Usually a locked door means, “you’re not getting in”, but not at my house. Here it means, “knock obnoxiously and say ‘mommy’ repeatedly until mommy can’t stand it”. And if unsuccessful, wail loudly.

It’s almost impossible for a couple with kids to sneak away for a "nap" without locking the door. Unlocked, it’s bound to open at an inappropriate time, confusing the child and embarrassing the naked parents. Now we lock the door and risk the potential mood-kill of incessant knocking, whining and crying — which often happens during the event’s high points.

I’ve decided my seven-year-old son deserved an explanation for the locked door. Something more important than a nap. Bedtime is always the time for deep conversations. I explained daddy and mommy lock their door not to nap but to practice making babies. It’s important to be honest with children, right? He doesn’t know about the birds and the bees, but he have read to him Where Did I Come From?, a detailed kid’s-eye view of sex and pregnancy.

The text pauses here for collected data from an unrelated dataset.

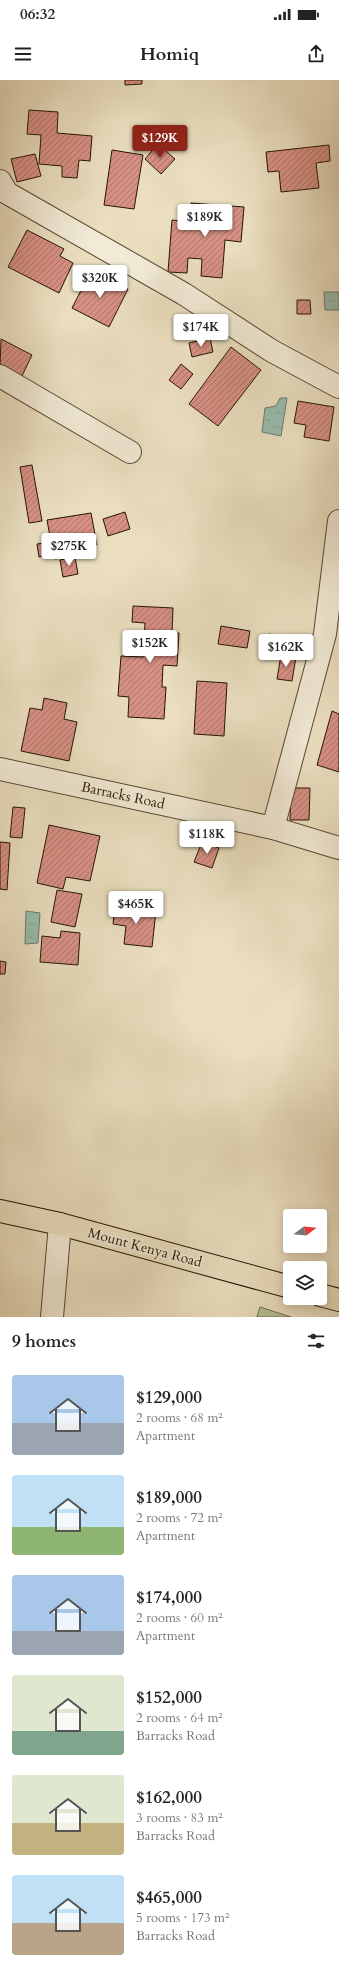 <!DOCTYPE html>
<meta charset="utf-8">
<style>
:root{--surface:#fff;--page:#f2f2f2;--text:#222;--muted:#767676;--accent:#8f2418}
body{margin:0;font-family:Cardo,serif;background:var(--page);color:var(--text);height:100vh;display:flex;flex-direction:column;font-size:15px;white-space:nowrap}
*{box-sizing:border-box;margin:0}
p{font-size:13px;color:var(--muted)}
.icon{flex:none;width:22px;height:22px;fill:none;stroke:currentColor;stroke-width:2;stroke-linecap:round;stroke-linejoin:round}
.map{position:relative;height:1237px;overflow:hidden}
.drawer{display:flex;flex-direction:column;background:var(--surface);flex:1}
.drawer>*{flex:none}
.needle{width:26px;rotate:74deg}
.buttons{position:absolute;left:283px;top:1129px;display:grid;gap:8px}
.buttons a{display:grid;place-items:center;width:44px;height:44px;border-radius:4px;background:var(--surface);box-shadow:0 2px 10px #0003;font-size:20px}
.price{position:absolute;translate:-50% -34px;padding:0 9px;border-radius:4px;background:#fff;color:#222;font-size:13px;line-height:26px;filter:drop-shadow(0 1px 2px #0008)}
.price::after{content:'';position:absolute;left:50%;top:24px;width:12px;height:9px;margin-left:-6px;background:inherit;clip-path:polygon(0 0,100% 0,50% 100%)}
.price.selected{background:var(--accent);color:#fff}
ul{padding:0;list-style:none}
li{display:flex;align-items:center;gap:12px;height:100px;padding:0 12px}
li span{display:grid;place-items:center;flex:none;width:112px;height:80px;border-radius:4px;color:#555}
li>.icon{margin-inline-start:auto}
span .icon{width:48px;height:48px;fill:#fffc;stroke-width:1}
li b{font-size:17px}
h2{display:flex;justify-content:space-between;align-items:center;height:48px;padding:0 12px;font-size:17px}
.status{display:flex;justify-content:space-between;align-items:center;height:28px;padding:0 20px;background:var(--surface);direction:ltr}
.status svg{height:11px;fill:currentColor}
header{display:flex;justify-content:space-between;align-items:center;height:52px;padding:0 12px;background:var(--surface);font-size:18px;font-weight:700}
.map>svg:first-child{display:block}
.pitch{fill:#b5c294;stroke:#6c6c4c}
.water{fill:url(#water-ripples);stroke:#6a796a}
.building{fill:url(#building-hatch);stroke:#241503}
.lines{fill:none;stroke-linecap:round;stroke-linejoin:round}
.minor-casing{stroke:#564732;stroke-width:24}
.major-casing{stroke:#241503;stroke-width:24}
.minor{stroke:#f1ead5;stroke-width:22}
.major{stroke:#eadebf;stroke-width:22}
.labels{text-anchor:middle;stroke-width:3.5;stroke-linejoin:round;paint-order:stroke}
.street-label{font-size:14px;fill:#241503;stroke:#f1ead5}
</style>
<div class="status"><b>06:32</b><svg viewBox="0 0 49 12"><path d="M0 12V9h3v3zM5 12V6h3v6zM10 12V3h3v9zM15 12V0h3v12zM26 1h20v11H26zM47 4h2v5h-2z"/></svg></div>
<header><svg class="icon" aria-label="menu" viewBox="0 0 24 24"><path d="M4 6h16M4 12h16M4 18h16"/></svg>Homiq<svg class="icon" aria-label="share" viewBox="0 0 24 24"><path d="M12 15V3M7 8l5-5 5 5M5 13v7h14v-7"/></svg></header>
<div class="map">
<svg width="339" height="1237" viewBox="0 0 339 1237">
<defs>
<pattern id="water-ripples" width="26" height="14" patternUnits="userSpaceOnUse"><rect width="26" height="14" fill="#98bcaf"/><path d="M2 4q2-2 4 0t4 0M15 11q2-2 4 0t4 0" fill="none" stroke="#83a195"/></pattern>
<pattern id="building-hatch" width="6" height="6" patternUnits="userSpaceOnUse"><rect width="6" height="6" fill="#d79084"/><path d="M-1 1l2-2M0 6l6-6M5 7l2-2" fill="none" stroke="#ae746a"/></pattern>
</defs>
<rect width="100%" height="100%" fill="#eadebf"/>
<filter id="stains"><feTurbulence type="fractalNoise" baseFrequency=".005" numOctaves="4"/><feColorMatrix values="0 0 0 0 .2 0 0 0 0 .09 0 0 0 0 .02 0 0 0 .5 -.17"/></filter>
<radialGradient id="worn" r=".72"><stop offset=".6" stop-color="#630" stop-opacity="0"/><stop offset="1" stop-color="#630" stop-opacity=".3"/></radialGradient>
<polygon class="pitch" points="260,1227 291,1237 257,1237"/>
<g class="water">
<polygon points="324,212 339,212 339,230 325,230"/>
<polygon points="280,318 287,318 281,356 262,352 265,328 276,326"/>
<polygon points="26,831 40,833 38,863 25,864"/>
</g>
<g class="building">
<polygon points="125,0 142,0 142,4 125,5"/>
<polygon points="29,30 58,32 57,53 92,56 90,81 79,80 77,98 62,97 62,86 39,84 41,55 27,54"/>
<polygon points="158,64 175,79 161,94 145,79"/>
<polygon points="329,65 330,81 316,83 319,108 281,112 279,91 268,92 266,72"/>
<polygon points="112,70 143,75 134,129 104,125"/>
<polygon points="35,74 41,96 17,102 11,79"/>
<polygon points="191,123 244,127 241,162 225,160 222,198 201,196 202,179 188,178 187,193 168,192 172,140 189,142"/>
<polygon points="27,150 64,169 60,176 73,183 59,213 8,187"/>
<polygon points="91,191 128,209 109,247 72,228"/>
<polygon points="297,220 310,220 311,234 297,234"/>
<polygon points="210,258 213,272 192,277 189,263"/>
<polygon points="1,259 32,275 21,298 0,287"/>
<polygon points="231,267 261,290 218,346 189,324"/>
<polygon points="181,284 193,294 181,309 169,300"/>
<polygon points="298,321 334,327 329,361 304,357 306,345 294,343"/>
<polygon points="32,385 42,441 29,443 20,387"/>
<polygon points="125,432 130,449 108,456 103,439"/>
<polygon points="91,433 97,465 80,468 81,475 55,479 54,474 39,477 37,464 51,462 47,440"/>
<polygon points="75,477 78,494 63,497 60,480"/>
<polygon points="133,526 173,528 172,553 179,553 177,586 163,585 162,607 166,607 164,639 128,637 129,617 118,616 121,576 143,577 145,543 132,542"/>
<polygon points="221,546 250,551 247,568 218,564"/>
<polygon points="269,554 302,560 299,577 266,571"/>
<polygon points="281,575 296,577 292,601 277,599"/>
<polygon points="197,601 227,603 224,656 194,654"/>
<polygon points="44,618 67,623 64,639 77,642 69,681 21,671 30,628 42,630"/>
<polygon points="332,631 339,634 339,692 317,685"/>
<polygon points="291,708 310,708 309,740 290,740"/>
<polygon points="13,727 25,728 22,758 10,757"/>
<polygon points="49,745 100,756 90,801 66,797 63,809 37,803"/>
<polygon points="0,762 10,763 7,810 0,809"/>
<polygon points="202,762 219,768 212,788 194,782"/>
<polygon points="57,810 82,814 75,847 51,842"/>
<polygon points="115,826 156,831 152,867 124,864 126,846 113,844"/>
<polygon points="61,851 80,853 78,885 40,882 42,856 60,858"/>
<polygon points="0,881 6,882 5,894 0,894"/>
</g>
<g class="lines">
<g class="minor-casing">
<g id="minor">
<polyline points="0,101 7,113 184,214 272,271 339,307"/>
<polyline points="0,296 130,372"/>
<polyline points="0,689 273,748 339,768"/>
<polyline points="273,748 325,554 339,441"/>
<polyline points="52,1237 60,1144"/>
</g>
</g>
<g class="major-casing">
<g id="major">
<polyline points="0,1131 60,1144 290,1207"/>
<polyline points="320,1215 339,1220"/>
</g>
</g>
<use href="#minor" class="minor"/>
<use href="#major" class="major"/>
</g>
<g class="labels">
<g class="street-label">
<text transform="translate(123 715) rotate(12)" y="5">Barracks Road</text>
<text transform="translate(145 1167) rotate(15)" y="5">Mount Kenya Road</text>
</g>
</g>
<rect width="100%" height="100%" filter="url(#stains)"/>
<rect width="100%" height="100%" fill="url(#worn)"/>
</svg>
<div class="buttons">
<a><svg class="needle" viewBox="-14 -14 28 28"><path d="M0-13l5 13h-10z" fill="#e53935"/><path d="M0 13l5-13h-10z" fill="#767676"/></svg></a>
<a><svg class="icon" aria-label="layers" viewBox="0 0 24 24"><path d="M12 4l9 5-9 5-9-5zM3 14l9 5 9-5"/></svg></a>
</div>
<b class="price selected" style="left:160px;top:79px">$129K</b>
<b class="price" style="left:205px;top:158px">$189K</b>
<b class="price" style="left:100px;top:219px">$320K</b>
<b class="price" style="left:201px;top:268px">$174K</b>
<b class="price" style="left:69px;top:487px">$275K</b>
<b class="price" style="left:150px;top:584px">$152K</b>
<b class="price" style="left:286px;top:588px">$162K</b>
<b class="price" style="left:207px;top:775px">$118K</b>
<b class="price" style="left:136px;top:845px">$465K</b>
</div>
<section class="drawer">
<h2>9 homes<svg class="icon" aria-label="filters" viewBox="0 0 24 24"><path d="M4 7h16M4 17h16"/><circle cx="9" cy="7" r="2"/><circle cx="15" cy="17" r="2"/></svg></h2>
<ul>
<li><span style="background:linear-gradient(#a9c7e8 60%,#9aa5b1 0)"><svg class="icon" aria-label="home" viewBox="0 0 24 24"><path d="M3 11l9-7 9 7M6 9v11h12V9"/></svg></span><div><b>$129,000</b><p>2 rooms · 68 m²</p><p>Apartment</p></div></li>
<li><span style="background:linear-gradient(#bfe0f5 65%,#8fb573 0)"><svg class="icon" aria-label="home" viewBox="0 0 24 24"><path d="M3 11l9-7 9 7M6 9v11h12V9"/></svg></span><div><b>$189,000</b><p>2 rooms · 72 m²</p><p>Apartment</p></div></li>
<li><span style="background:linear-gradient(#a9c7e8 70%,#9aa5b1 0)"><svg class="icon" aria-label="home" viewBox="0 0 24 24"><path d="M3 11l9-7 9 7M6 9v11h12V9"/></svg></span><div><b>$174,000</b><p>2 rooms · 60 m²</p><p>Apartment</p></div></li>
<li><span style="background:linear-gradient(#dfe7d0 70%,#7fa58c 0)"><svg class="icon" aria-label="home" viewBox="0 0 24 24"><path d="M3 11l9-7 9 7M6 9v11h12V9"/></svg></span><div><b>$152,000</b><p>2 rooms · 64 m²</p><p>Barracks Road</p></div></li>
<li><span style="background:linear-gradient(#dfe7d0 60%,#c2b280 0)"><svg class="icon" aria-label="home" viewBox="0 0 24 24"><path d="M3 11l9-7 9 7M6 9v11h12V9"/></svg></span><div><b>$162,000</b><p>3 rooms · 83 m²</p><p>Barracks Road</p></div></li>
<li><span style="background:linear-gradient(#bfe0f5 60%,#b9a48a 0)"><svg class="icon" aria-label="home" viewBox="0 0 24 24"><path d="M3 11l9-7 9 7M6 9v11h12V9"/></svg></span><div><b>$465,000</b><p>5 rooms · 173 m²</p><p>Barracks Road</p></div></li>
</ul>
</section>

A few nights later, sounding scared, he asked me to sleep with him. Concerned, I asked him what had him scared. Teary-eyed, he gave me a bear hug and said, “I’m afraid daddy will hurt you when he cuts your tummy open.”

Perhaps I should explain. Recently he asked for a baby brother — with two half-sisters he feels out of balance. I explained he’s a once in a lifetime thing and had to be cut out. To stress my point, I showed him the C-section scar. He was amazed a baby could fit through there. I agreed. With my view blocked during the surgery, all I could share was seeing his hand bursting out of me like the thing in "Alien".

I smothered a laugh and told him, “Daddy would never cut my tummy.”

“Then how do you practice making babies?”

Poor kid. For a month straight, our door had been locked every night. Sometimes during the day, too. Maybe I need a new reason for the locked door.

He might need a few years of therapy.